L’éclaireur d’une cinquantaine d’années est un farouche adversaire de Musk et de sa base stellaire. « La première fois qu’il a présenté publiquement son projet de base spatiale, il était enthousiaste, disant ‘c’est super, il n’y a rien autour ; si nos fusées explosent, ne vous inquiétez pas’. Cela en dit long sur son intérêt pour l’environnement ! », s’indigne le scientifique, le regard fixé sur un essaim de pélicans bruns. Les lagons qui entourent le site constituent également un vivier unique au monde pour un grand nombre d’espèces d’oiseaux migrateurs. Sans oublier les explosions qui ont éparpillé des débris sur des kilomètres, l’activité incessante sur le site et le ballet des camions qui ont fortement perturbé les litières. « Nos recherches montrent déjà que la population de pluviers, un petit oiseau qui passe tout l’hiver ici, a nettement diminué ces dernières années », explique David Newstead. Il est vrai que le rapport de la Federal Aviation Administration, rendu mi-juin, pointe 75 mesures que Space X devra prendre pour réduire son impact environnemental, mais le biologiste n’est plus confiant : « Les politiques sont prêts à tous les compromis que Musk reste, et Musk le sait. »

Boca Chica, terre sacrée

Juan Mancias, chef de la tribu indigène Carrizo Comecrudo, ne lui a jamais fait confiance. « Boca Chica est un lieu sacré pour nous, et nos aînés y sont enterrés. Il y a 500 ans, les Espagnols sont venus nous chasser de nos terres. Musk et ses équipes continuent la colonisation », accuse le colosse aux cheveux longs et un grand assortiment collier de perles. Selon le sexagénaire, une prophétie amérindienne annonçait même l’arrivée d’Elon Musk. Il sort alors son smartphone, fouille quelques instants dans ses photos, puis nous tend l’appareil : « C’est une fresque découverte dans une grotte non loin d’ici. Elle a plusieurs centaines d’années et montre bien à quoi ressemblera Starbase, avec les fusées se sont tendues vers le ciel. Le jeu de rôle est gratuit, mais le combat viscéral. « Musk veut réaliser son rêve martien. Nous voulons juste qu’il nous rende nos terres », déclare Juan Macias.

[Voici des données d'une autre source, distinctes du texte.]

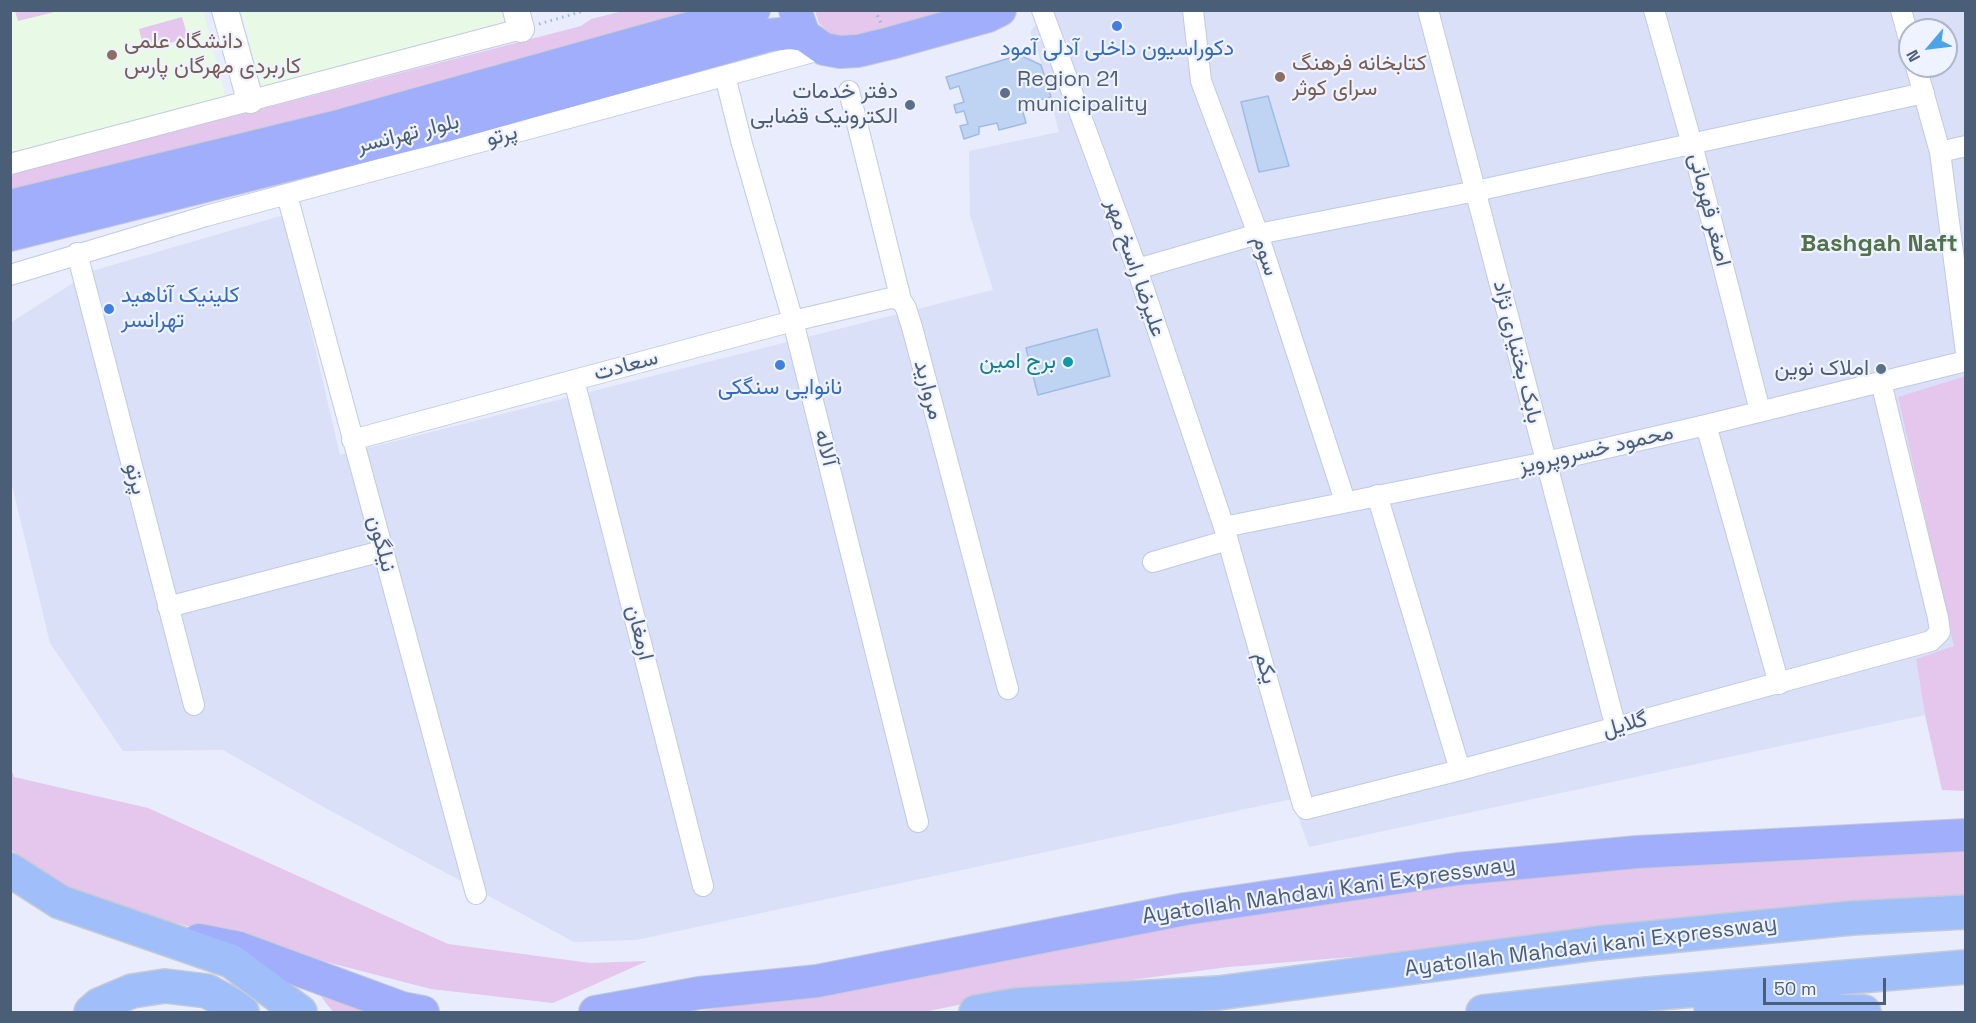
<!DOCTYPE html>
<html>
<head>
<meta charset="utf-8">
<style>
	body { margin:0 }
	#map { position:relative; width:1976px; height:1023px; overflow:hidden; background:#e8ecfd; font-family:"Space Grotesk",sans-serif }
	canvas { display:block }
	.frame { position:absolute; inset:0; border:12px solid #4b5e78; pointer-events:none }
	.north { position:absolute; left:1898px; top:18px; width:60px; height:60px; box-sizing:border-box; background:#eff2ff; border:2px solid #adb7c9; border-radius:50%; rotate:242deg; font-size:16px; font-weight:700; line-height:24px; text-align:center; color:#4b5e78 }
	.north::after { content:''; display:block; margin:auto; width:21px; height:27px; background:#4ba3e9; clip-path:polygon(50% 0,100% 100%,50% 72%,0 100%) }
	.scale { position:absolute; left:1763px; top:978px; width:123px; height:27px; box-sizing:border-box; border:3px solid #4b5e78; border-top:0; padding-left:8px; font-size:18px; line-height:21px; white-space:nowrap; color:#4b5e78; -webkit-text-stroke:4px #eff2ff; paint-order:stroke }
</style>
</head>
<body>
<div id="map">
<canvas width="1976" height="1023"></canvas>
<div class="frame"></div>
<div class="north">N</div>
<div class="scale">50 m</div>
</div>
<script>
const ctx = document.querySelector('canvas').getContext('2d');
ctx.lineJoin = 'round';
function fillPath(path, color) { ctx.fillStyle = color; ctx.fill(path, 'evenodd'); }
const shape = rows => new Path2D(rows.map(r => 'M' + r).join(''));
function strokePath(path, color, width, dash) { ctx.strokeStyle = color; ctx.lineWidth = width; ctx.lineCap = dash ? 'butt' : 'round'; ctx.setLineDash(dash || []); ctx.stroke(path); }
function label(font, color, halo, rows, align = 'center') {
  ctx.font = font + ' "Space Grotesk",Vazirmatn,sans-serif'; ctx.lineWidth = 4.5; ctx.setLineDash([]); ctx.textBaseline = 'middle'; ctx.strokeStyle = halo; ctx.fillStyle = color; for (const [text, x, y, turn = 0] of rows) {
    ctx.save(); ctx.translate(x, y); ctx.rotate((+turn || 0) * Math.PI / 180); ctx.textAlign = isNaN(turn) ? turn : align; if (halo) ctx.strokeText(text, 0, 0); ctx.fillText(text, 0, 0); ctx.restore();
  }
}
const residential = shape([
	[1046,11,1965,11,1965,376,1898,397,1955,646,1916,659,1925,715,1309,847,1292,799,636,940,574,942,320,805,223,750,123,751,50,643,11,481,10,323,92,271,284,215,340,455,993,290,970,215,969,151,1059,132,1038,52,1030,32],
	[1910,30,1946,30,1946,66,1910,66]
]);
const education = shape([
	[505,10,509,23,262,88,241,11],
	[10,11,203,11,226,99,11,156]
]);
const green = shape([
	[15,11,15,10,59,11,18,21],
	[623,11,721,11,11,200,11,174,581,26,591,19],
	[815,11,971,11,892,31,839,38,826,30,819,23],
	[182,17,188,38,144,50,139,29],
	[1965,376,1966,791,1965,791,1942,790,1925,715,1916,659,1954,646,1898,397],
	[10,766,14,777,148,808,448,944,590,963,647,961,553,1003,431,989,79,898,11,850],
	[1965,847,1965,896,1734,913,1413,952,1228,967,982,1000,924,1012,696,1012,1306,902,1618,866],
	[313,986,376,1012,333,1012]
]);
const building = shape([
	[1020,55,1041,65,1051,97,1021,105,1026,123,999,130,997,123,979,127,979,134,964,139,960,126,968,124,964,111,956,113,954,105,964,102,959,86,950,89,946,77,1020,55],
	[1268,96,1289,166,1259,172,1241,102,1268,96],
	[1097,329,1110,376,1038,395,1026,348,1097,329]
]);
const path = shape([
	[875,10,881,23],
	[539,24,587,10]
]);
const minor = shape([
	[1042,10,1137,269,1224,527,1303,805,1306,809,1460,770,1931,641,1940,632,1938,618,1881,382],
	[1193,10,1201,81,1258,234,1345,501],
	[1428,10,1616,728],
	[1654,10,1692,144,1760,411],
	[1901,10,1910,43],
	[1916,66,1940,152,1966,353],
	[725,76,742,144,793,321,918,822],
	[849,91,901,300,906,308,912,327,1008,689],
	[1940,152,1966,146],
	[10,164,521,29],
	[287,195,476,894],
	[77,253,194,705],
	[1137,269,1258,234,1476,191,1924,93],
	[10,275,206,216,824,49],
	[574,380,703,886],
	[1706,425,1779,684],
	[352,440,793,321,891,298,901,300],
	[1377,495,1460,770],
	[1224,527,1546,462,1706,425,1966,361],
	[1153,562,1228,540],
	[168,607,382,551]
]);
const tertiary = shape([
	[225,10,250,100],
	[516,10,521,29]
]);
const primary = shape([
	[795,10,804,35,824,49,840,52,858,51,891,43,988,16,1000,10],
	[10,206,339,126,754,10],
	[10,235,444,126,770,35,789,33,804,35],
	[199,940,239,948,402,1008,423,1012],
	[595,1012,699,993,817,981,1185,909,1457,869,1637,852,1966,835]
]);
const trunk = shape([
	[10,870,60,902,231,961,300,1012],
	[1711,1007,1864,1012],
	[91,1012,99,1005,132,991,165,986,207,991,229,1003,242,1012],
	[976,1012,1016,1005,1218,993,1598,943,1852,918,1966,912],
	[1483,1012,1647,994,1966,967]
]);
const markers = [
	[1117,26,6,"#3f7fe0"],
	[112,55,6,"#8d6e63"],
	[1280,77,6,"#8d6e63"],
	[1005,93,6,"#5c6f8a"],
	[910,105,6,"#5c6f8a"],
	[109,309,6,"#3f7fe0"],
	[1068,362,6,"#0f9aa8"],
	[780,365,6,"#3f7fe0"],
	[1881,369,6,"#5c6f8a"]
];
const educationNames = [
	["دانشگاه علمی",124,42],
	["کاربردی مهرگان پارس",124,67],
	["کتابخانه فرهنگ",1292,64],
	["سرای کوثر",1292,89]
];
const shopNames = [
	["دکوراسیون داخلی آدلی آمود",1117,49],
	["کلینیک آناهید",121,296,"left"],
	["تهرانسر",121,321,"left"],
	["نانوایی سنگکی",780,388]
];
const serviceNames = [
	["Region 21",1017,80,"left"],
	["municipality",1017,105,"left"],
	["دفتر خدمات",898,92],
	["الکترونیک قضایی",898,117],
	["املاک نوین",1869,369]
];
const streetNames = [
	["بلوار تهرانسر",408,134,-14],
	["پرتو",502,136,-15],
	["اصغر قهرمانی",1709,210,76],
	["سوم",1265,256,72],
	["علیرضا راسخ مهر",1135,268,71],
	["بابک بختیاری نژاد",1517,352,76],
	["سعادت",626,366,-15],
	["مروارید",928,390,75],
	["آلاله",825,448,76],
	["محمود خسروپرویز",1596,450,-13],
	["پرتو",135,479,76],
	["نیلگون",381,544,75],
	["ارمغان",639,633,76],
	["یکم",1265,668,74],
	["گلایل",1625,725,-15],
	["Ayatollah Mahdavi Kani Expressway",1329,891,-8],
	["Ayatollah Mahdavi kani Expressway",1591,947,-7]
];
const cultureNames = [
	["برج امین",1056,362]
];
const neighbourhoodNames = [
	["Bashgah Naft",1879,244]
];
fillPath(residential, '#d9e0f7');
fillPath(education, '#e8fae5');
fillPath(green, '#e5c6ec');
fillPath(building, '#bfd3f3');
strokePath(building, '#9fbce6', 1.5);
strokePath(minor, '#c0cae1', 22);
strokePath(tertiary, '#c0cae1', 28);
strokePath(primary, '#c5cbd4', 34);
strokePath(trunk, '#c5cbd4', 36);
strokePath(path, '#a2b7d9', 3, [1.5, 4.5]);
strokePath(minor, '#fff', 20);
strokePath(tertiary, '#fff', 26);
strokePath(primary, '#a0aefc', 32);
strokePath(trunk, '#9fbefa', 33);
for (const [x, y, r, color] of markers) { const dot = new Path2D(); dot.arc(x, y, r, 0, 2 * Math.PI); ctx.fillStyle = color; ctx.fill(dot); strokePath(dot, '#eff2ff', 2); }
label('22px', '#785e54', '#eff2ff', educationNames, 'left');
label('22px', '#366cbe', '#eff2ff', shopNames);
label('22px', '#4e5e75', '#eff2ff', serviceNames, 'right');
label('22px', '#4b5e78', '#eff2ff', streetNames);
label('22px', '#0d838f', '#eff2ff', cultureNames, 'right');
label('bold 24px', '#51724d', '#eff2ff', neighbourhoodNames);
</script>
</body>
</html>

Le chef a tenté de contacter le patron de Space X, en vain. Aujourd’hui, avec les membres de sa tribu, il tente de sauver le plus de terres possible aux alentours et rêve d’un grand jugement qui rendrait justice à son peuple. La lutte d’un chef amérindien qui finira par vaincre un multimilliardaire anarchique : l’histoire pourrait inspirer des scénaristes hollywoodiens sans inspiration. Mais en réalité, Musk continue d’avancer. Dans quelques semaines, le vaisseau devrait effectuer son premier vol en orbite basse. Un pas de plus vers Mars.